Monday, February 8, 2010

Better email validation with Tapestry

Recently I implemented a small form for creating user accounts with Tapestry. I used all the standard Validators available hoping that they will successfully pass the manual tests. Well, some of them did :-) except from one: The 'Email' Validator.

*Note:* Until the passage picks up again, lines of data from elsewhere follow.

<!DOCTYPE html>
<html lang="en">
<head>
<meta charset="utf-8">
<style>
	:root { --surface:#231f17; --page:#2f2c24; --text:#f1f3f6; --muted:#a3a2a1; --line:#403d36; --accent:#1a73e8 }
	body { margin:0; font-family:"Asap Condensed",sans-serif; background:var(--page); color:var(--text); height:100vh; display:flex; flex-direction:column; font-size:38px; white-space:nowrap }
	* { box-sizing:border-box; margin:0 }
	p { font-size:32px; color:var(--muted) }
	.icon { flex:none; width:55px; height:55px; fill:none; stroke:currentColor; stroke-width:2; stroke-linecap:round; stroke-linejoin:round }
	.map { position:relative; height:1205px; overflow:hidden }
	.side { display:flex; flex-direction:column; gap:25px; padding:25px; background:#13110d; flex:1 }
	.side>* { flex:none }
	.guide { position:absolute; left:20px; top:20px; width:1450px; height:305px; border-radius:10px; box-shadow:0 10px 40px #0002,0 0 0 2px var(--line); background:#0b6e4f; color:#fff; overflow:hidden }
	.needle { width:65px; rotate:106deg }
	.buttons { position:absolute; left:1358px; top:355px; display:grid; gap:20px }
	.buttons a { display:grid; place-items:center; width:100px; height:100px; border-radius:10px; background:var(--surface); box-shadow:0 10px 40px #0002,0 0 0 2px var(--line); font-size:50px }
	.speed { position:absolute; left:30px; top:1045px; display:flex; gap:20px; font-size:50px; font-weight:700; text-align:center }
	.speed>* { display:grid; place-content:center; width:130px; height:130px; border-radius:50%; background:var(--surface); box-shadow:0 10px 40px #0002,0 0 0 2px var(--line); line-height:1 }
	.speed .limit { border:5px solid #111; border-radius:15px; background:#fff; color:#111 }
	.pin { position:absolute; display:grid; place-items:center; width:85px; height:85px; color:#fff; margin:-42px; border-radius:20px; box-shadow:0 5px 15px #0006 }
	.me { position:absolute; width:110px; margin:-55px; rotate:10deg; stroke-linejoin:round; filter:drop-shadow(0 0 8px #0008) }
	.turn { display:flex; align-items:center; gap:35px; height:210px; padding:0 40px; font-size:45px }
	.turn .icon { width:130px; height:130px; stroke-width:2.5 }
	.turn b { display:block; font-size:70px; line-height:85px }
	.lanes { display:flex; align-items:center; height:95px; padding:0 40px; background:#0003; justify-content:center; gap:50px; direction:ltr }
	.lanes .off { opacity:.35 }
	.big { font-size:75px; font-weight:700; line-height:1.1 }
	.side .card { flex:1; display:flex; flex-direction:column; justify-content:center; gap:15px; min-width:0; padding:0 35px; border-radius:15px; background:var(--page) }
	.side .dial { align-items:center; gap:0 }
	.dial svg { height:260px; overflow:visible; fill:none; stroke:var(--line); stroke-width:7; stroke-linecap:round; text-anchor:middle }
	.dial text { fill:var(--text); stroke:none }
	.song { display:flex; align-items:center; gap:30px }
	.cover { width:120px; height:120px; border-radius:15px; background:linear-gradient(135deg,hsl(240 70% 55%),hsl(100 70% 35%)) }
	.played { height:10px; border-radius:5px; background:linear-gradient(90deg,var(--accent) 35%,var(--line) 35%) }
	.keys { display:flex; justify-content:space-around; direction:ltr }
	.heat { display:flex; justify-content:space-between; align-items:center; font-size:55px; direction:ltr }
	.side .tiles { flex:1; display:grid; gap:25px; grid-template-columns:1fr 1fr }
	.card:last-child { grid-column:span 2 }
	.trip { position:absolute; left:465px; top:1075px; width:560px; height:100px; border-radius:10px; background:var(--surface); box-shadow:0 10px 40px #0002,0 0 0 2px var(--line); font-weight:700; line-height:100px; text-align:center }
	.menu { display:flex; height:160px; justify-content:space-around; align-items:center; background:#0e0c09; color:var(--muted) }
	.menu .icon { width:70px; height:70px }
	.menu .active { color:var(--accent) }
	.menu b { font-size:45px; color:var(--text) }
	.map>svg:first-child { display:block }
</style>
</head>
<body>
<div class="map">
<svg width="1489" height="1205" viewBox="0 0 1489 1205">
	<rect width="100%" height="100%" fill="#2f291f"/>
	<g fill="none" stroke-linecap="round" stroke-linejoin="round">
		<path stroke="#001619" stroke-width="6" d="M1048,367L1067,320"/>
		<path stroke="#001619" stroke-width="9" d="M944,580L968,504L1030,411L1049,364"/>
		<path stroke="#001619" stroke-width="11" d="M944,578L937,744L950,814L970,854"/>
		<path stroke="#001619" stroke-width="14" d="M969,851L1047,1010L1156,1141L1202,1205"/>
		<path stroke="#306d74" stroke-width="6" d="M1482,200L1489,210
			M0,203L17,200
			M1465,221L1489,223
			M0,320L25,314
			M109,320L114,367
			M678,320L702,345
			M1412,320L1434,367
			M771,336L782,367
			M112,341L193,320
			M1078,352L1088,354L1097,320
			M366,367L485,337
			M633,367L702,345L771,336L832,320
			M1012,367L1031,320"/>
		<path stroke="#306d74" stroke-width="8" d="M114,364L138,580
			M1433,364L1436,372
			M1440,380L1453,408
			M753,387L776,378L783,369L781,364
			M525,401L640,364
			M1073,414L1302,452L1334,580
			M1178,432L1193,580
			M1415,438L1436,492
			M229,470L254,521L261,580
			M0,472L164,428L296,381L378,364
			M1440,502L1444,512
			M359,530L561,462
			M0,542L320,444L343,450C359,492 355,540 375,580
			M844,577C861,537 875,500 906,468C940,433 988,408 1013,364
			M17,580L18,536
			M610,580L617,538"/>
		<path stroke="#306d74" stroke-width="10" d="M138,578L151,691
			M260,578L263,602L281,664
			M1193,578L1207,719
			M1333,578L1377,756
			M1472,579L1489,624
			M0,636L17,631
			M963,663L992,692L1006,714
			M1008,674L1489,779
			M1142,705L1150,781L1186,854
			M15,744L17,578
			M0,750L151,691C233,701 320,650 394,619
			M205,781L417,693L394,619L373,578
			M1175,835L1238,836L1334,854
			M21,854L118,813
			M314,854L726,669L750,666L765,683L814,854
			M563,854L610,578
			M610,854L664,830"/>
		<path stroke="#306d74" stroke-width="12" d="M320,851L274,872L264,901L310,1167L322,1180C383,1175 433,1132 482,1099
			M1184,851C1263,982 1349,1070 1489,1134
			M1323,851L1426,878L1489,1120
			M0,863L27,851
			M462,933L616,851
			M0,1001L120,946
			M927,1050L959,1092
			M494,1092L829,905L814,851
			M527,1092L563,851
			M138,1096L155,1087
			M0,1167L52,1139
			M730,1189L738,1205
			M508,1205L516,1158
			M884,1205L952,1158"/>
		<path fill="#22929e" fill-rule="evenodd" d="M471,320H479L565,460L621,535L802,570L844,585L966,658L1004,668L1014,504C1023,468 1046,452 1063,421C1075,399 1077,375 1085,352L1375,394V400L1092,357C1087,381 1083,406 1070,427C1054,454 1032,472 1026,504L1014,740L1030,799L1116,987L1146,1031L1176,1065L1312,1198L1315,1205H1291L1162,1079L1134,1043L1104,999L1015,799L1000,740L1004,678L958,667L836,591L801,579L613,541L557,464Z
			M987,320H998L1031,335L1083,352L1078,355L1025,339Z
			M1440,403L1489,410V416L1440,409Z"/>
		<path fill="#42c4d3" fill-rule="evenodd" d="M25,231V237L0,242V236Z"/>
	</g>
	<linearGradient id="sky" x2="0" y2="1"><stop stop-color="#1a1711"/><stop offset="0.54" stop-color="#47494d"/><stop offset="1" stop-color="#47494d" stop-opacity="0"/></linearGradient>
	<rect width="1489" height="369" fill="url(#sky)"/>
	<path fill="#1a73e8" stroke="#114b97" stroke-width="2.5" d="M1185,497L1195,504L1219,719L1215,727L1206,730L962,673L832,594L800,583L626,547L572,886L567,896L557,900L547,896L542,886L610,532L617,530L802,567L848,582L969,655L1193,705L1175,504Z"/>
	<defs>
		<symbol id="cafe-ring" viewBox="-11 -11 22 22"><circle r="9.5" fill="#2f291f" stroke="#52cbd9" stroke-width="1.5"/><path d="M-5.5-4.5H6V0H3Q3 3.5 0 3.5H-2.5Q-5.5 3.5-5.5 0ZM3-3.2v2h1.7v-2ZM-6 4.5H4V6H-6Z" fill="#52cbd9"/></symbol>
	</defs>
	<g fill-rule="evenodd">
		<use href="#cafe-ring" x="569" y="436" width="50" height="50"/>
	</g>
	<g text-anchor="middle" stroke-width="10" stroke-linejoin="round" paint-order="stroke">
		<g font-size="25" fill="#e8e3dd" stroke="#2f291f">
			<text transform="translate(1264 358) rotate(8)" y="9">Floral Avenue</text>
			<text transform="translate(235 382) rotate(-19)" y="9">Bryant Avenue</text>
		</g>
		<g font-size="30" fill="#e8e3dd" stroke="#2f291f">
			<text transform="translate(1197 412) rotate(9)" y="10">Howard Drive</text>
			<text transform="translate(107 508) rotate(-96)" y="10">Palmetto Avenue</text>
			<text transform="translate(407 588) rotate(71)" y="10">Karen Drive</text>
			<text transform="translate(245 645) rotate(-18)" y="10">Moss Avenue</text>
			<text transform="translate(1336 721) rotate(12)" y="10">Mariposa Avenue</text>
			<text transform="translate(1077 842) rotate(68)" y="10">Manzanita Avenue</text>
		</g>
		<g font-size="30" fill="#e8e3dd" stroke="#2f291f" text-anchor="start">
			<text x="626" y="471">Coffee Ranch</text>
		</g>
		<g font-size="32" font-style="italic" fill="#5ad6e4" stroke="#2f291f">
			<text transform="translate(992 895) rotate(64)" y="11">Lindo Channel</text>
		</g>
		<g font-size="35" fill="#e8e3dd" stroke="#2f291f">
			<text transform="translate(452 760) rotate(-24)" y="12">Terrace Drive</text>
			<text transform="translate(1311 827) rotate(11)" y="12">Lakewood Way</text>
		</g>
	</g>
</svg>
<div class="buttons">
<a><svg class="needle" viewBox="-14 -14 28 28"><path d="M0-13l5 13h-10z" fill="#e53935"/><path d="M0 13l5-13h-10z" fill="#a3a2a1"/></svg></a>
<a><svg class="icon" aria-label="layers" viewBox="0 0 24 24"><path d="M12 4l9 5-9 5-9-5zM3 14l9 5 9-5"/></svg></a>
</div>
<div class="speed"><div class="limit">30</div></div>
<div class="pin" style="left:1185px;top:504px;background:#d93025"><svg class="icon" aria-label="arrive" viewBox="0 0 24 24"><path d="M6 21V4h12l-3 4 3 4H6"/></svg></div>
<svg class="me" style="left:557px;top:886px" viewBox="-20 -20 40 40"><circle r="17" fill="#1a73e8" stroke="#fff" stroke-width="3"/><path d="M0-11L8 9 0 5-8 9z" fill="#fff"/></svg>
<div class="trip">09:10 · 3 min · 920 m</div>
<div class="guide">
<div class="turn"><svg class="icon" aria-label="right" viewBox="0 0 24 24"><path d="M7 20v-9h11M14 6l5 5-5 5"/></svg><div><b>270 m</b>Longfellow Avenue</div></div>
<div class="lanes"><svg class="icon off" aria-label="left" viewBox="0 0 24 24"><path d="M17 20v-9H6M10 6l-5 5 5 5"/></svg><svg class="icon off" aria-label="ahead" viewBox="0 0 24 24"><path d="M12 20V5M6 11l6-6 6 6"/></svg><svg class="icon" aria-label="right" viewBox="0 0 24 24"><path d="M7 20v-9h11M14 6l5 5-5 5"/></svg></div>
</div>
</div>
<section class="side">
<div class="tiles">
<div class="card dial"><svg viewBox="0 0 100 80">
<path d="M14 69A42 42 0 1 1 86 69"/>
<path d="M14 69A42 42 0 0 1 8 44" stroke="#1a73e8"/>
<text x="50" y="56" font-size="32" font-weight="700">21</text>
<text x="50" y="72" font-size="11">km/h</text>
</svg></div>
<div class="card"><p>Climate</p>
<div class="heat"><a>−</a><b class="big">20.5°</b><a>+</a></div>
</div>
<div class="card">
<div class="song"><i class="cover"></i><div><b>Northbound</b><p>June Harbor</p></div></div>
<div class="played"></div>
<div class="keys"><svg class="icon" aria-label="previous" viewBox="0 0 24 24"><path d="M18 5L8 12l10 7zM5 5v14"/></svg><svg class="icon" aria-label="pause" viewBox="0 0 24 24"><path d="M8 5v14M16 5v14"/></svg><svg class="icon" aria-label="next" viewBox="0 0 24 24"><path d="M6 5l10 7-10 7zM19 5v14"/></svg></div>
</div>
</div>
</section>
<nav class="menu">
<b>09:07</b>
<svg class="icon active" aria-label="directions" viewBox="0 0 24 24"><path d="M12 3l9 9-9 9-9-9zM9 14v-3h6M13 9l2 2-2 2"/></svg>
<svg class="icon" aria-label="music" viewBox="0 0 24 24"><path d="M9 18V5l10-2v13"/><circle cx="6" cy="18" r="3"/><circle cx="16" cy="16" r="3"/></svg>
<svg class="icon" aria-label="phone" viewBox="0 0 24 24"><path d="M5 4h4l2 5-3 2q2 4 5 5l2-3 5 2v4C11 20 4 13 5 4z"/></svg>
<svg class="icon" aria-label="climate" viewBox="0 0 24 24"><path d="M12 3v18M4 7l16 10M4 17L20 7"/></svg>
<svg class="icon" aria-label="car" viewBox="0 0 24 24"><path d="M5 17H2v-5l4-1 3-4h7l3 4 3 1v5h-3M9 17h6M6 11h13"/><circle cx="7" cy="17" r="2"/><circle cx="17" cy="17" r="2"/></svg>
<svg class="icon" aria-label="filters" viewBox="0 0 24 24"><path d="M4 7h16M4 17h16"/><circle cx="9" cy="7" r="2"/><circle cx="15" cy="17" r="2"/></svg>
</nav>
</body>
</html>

If you look at the sources of Tapestry (5.1.0.5) email validator, you may spot the problem.

//...
private static final String ATOM = "[^\\x00-\\x1F^\\(^\\)^\\<^\\>^\\@^\\,^\\;^\\:^\\\\^\\\"^\\.^\\[^\\]^\\s]";

private static final String DOMAIN = "(" + ATOM + "+(\\." + ATOM + "+)*";

private static final String IP_DOMAIN = "\\[[0-9]{1,3}\\.[0-9]{1,3}\\.[0-9]{1,3}\\.[0-9]{1,3}\\]";

private static final Pattern PATTERN = Pattern
.compile("^" + ATOM + "+(\\." + ATOM + "+)*@" + DOMAIN + "|" + IP_DOMAIN + ")$", Pattern.CASE_INSENSITIVE);

//...

public void validate(Field field, Void constraintValue, MessageFormatter formatter, String value)
throws ValidationException
{
if (!PATTERN.matcher(value).matches()) throw new ValidationException(buildMessage(formatter, field));
}
//...


Can you see it?

What about the user "dajdajda" having account at "dhadadhahjad.edhadja.dads"? What about a Polish guy trying "adaś@ćma.pl" or German one checking out "thomas.müller@öäüß.de"? Are these really valid email addresses? Do you want to accept them? I would rather reject them right at the beginning.

To me full SMTP validation is a little overkill (because of performance, complexity and multiple additional problems that make your life complicated). However a hybrid of regex checks and DNS validation seems to be the acceptable solution.

I have created my custom Email Validator based on the simple DNS check code samples from http://www.rgagnon.com/javadetails/java-0452.html.
Also, for regex validation I used the org.apache.commons.validator.EmailValidator which in my opinion offers a better regex pattern than one defined in Tapestry 5.1.0.5 (see code above).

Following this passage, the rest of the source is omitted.